§ Exercise requirements: Copy each line below holding "Mikkolankatu".

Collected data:
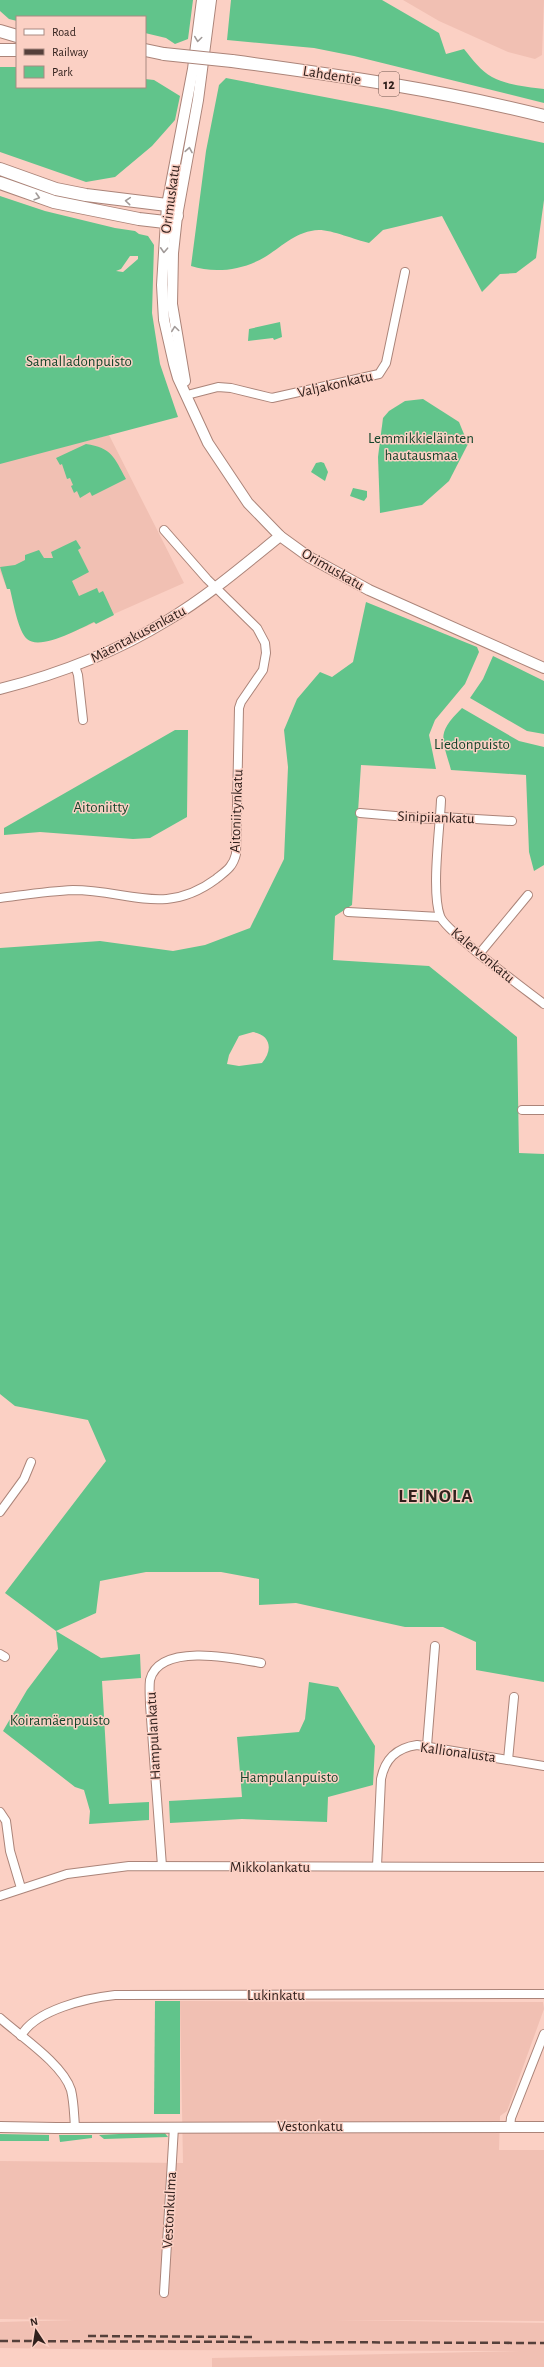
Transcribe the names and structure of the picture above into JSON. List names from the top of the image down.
{
  "streets": {
    "highway": ["Lahdentie", "12"],
    "main road": ["Orimuskatu", "Mäentakusenkatu", "Vestonkatu"],
    "street": [
      "Valjakonkatu",
      "Aitoniitynkatu",
      "Sinipiiankatu",
      "Kalervonkatu",
      "Hampulankatu",
      "Kallionalusta",
      "Mikkolankatu",
      "Lukinkatu",
      "Vestonkulma"
    ]
  },
  "crossings": [
    ["Orimuskatu", "Valjakonkatu"],
    ["Orimuskatu", "Mäentakusenkatu"],
    ["Mäentakusenkatu", "Aitoniitynkatu"],
    ["Sinipiiankatu", "Kalervonkatu"],
    ["Hampulankatu", "Mikkolankatu"],
    ["Kallionalusta", "Mikkolankatu"],
    ["Vestonkatu", "Vestonkulma"]
  ],
  "districts": ["LEINOLA"],
  "parks": [
    "Samalladonpuisto",
    "Lemmikkieläinten hautausmaa",
    "Liedonpuisto",
    "Aitoniitty",
    "Koiramäenpuisto",
    "Hampulanpuisto"
  ],
  "legend": ["Road", "Railway", "Park"],
  "north": "top"
}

§ Answer:
      "Mikkolankatu",
    ["Hampulankatu", "Mikkolankatu"],
    ["Kallionalusta", "Mikkolankatu"],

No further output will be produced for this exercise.